"Vi a morte na minha frente": aos 74 anos, Lorena Martins nunca havia presenciado tamanha tragédia. Nesta segunda-feira (6), deixou sua casa debaixo d'água em Porto Alegre e perdeu tudo, exceto "a família e Deus".
Com dificuldade para se locomover, ajudada por seu genro Elisandro Silva, Lorena desce de um bote dos bombeiros que conseguiram convencer a família a abandonar a casa em um bairro pobre de Porto Alegre.
A capital do Rio Grande do Sul sofre com as piores enchentes de sua história, após as chuvas torrenciais que deixaram dezenas de mortos e desaparecidos e quase 130 mil desalojados na região.
O barco de Lorena chega a uma esquina inundada da Avenida Assis Brasil, que se tornou um porto de socorro improvisado. Barcos a motor, lanchas, jet-skis e até pequenas embarcações a remo vêm e vão freneticamente, tentando fazer com que os vizinhos que ainda se recusam a deixar suas casas o façam.
O policial militar de Santa Catarina Dionis Bellettini chegou ao local como voluntário para ajudar uma das embarcações.
Entre aqueles que ainda permanecem nas casas inundadas por uma água barrenta e insalubre, há pessoas com "medo da casa ser saqueada", explica à AFP Bellettini, usando um colete salva-vidas. Alguns moradores simplesmente "não querem sair".
"As pessoas que ainda estão aí geralmente não querem sair, não querem sair porque tem medo da casa ser saqueada, de não ter para onde ir, então preferem ficar na casa, e a gente não tem como obrigar", explica.
Atrás dele, três homens tentam consertar o motor de uma lancha. Precisam dela urgentemente. Restam muitas pessoas para resgatar, para convencer.
- Medo e ousadia -
Uma caminhonete 4x4 aparece com mais um barco. "Ponha ali em direção à rua", diz um dos voluntários.
Seu apoio é essencial. A defesa civil não conseguiu resgatar todos e os pontos de resgate se multiplicam nessa cidade de 1,4 milhão de habitantes.

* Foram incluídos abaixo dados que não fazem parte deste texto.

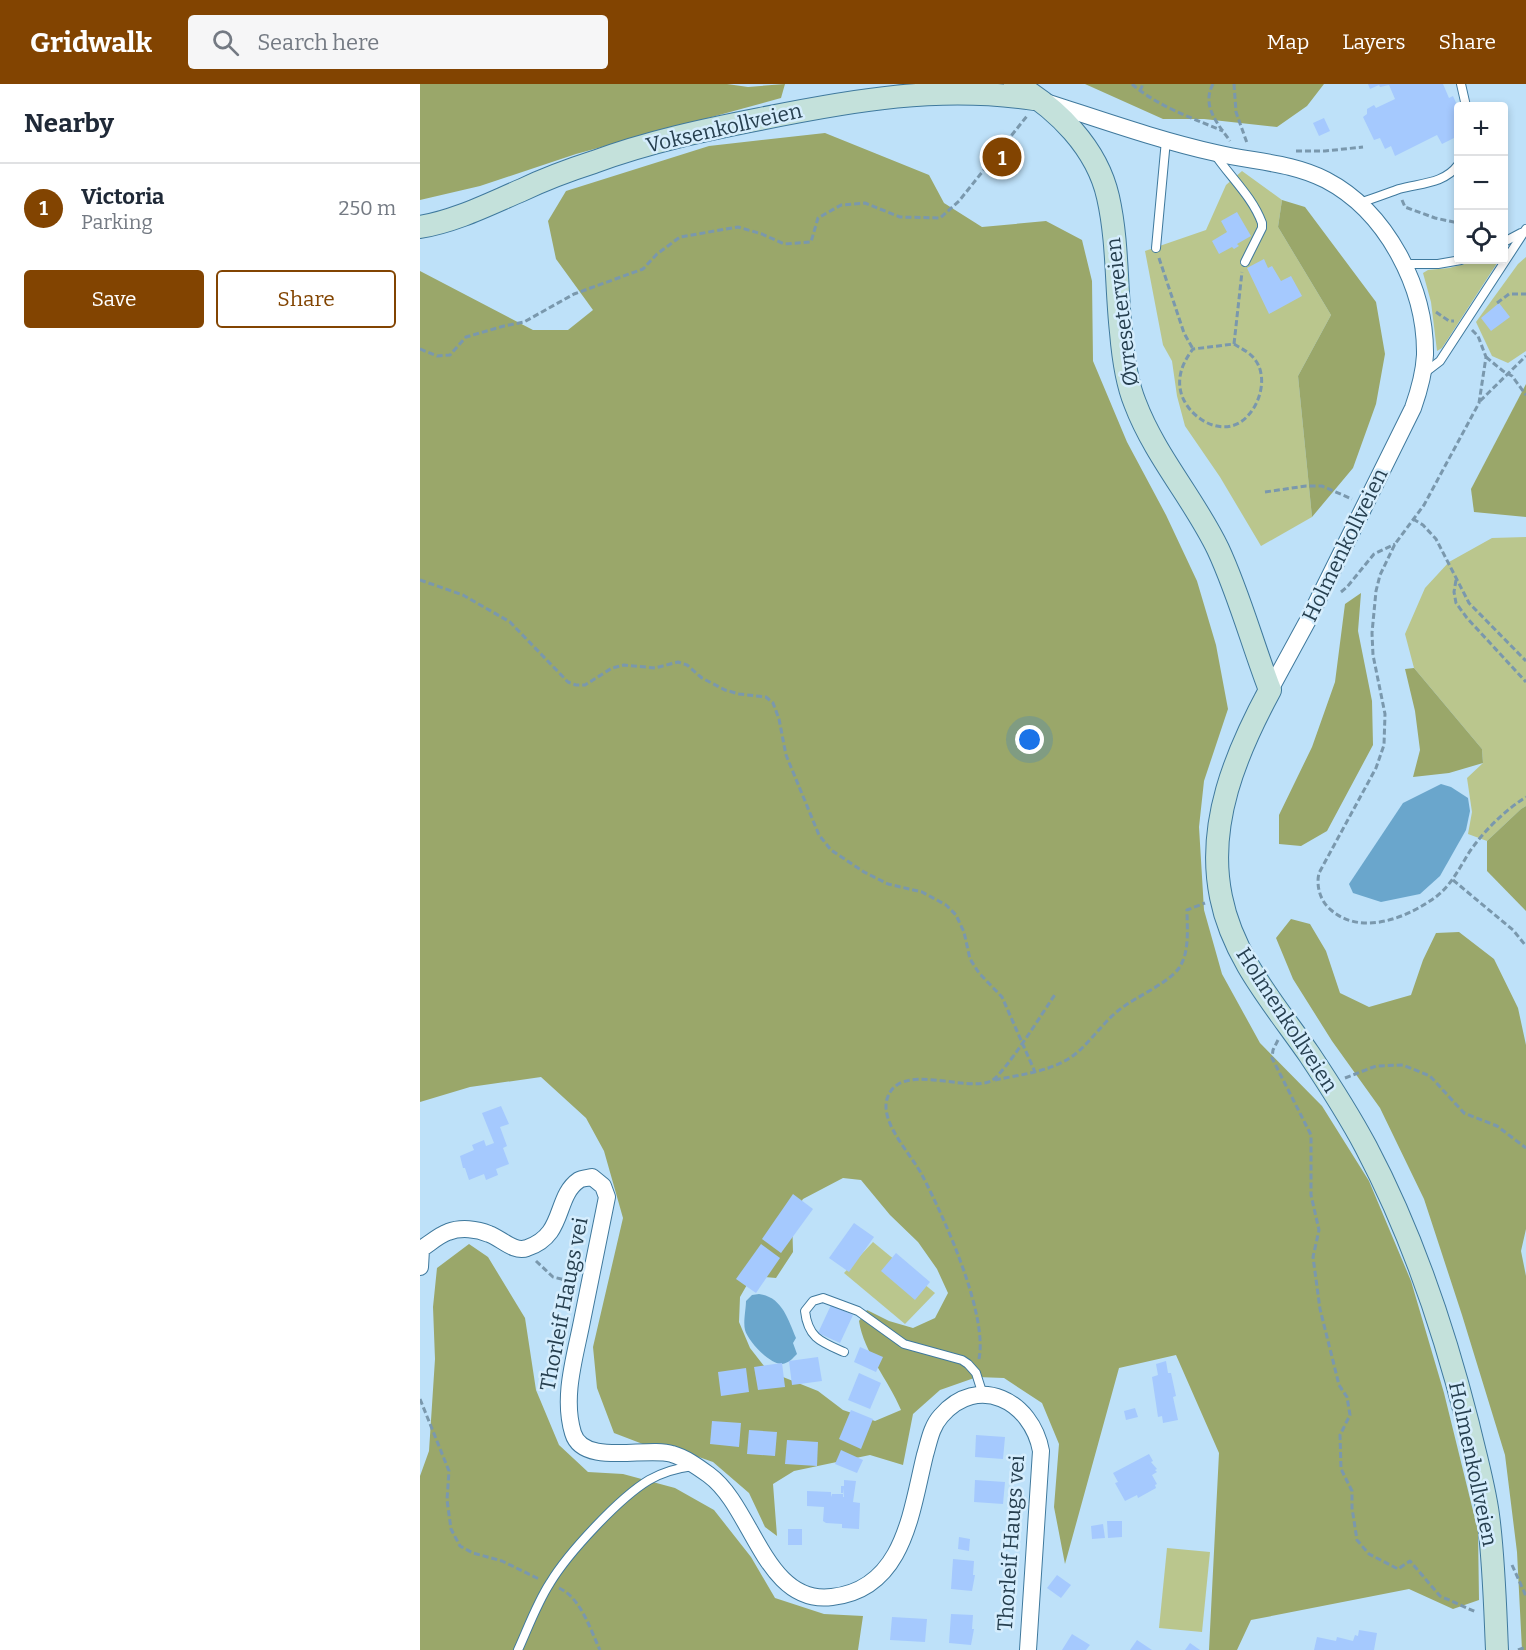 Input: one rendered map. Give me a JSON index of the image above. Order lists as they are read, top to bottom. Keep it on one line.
{"streets":{"main road":["Voksenkollveien","Øvreseterveien","Holmenkollveien"],"street":["Thorleif Haugs vei"]},"crossings":[["Voksenkollveien","Øvreseterveien"],["Voksenkollveien","Holmenkollveien"],["Øvreseterveien","Holmenkollveien"]],"page":{"header":"Gridwalk","search":"Search here","nav":["Map","Layers","Share"],"heading":"Nearby","map_buttons":["+","−"],"pins":"1","list":[{"mark":"1","name":"Victoria","note":"Parking","value":"250 m"}],"buttons":["Save","Share"]}} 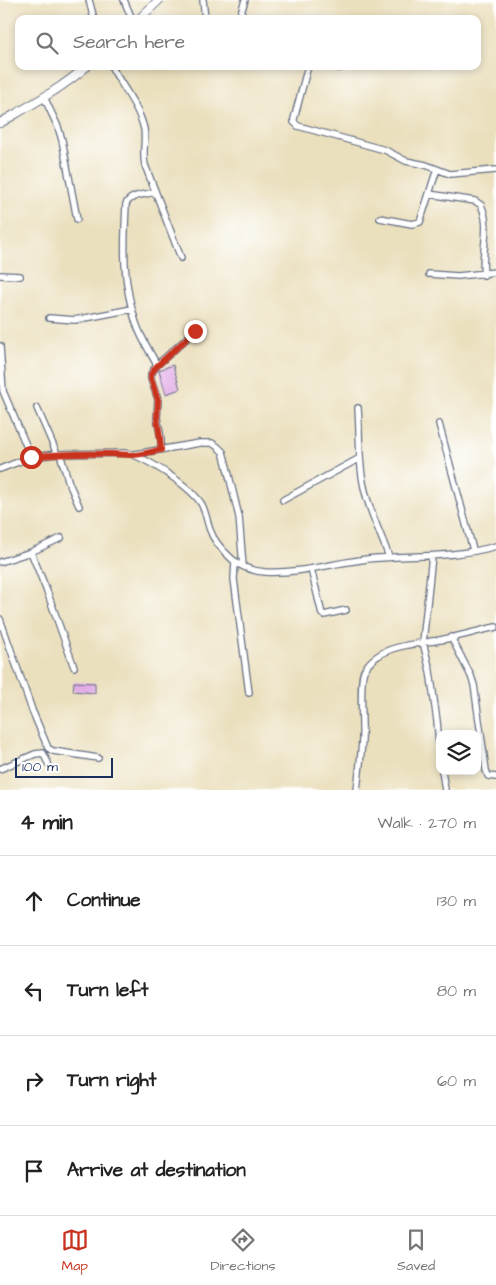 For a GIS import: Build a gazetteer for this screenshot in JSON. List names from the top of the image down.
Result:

Lorena, Elisandro, sua esposa Carmen e sua filha Giovanna, de 14 anos, separam alguns sacos de comida - pizzas, um pacote de massa seca - na calçada. Eles olham com desânimo para a água quase parada em uma rua que parece um rio, enquanto acariciam seus dois cachorros.
Para essa família de fiéis, é quase um momento de recordação. No sábado, eles viram a água engolir sua casa, mas decidiram ficar.

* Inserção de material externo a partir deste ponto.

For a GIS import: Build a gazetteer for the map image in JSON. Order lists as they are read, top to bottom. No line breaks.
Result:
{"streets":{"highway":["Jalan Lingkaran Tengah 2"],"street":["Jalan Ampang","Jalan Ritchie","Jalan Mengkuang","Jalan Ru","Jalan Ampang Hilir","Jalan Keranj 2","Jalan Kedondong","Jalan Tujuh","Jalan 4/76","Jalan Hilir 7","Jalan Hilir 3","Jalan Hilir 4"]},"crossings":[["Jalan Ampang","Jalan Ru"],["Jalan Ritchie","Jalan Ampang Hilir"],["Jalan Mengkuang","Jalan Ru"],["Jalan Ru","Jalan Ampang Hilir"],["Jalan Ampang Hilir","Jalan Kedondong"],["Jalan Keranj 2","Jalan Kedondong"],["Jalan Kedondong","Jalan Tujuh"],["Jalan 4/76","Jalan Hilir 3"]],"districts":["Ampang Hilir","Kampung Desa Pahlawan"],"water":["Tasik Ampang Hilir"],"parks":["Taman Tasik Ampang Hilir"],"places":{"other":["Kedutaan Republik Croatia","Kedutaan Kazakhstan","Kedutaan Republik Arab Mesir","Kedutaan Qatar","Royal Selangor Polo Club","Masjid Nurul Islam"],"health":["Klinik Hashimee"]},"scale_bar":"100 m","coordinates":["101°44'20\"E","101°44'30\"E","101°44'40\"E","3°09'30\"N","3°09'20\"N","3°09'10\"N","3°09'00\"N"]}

"Hoje eu vi a morte na minha frente. Eu estava com medo" da água, "mas os caras [socorristas] eram bons. Minha casinha está abandonada. Eu ainda trabalho para me sustentar". A voz de Lorena se perde. Ela tenta continuar, mas não consegue. Sua camiseta de tecido preto esconde muitas lágrimas. Mas seu rosto não consegue esconder o cansaço brutal.
"Que tristeza... Eu penso nos mais humildes. Você tem que acreditar em Deus. Sem Deus, não há nada."
As enchentes deixaram 83 mortos e 111 desaparecidos, de acordo com os últimos números.
- Cenas de terror -
O número de deslocados também aumenta no Rio Grande do Sul à medida que os resgates são realizados em meio à uma trégua das chuvas. Um volume de água incalculável provocou a pior cheia do rio Guaíba e de seus afluentes na história da região.
"A situação é realmente uma cena de filme de terror", relata Filipe Bezbatti, um jovem empresário de eventos de 27 anos usando um macacão de neopreno, enquanto tenta reparar o motor da lancha na qual ele vai em busca de seus vizinhos.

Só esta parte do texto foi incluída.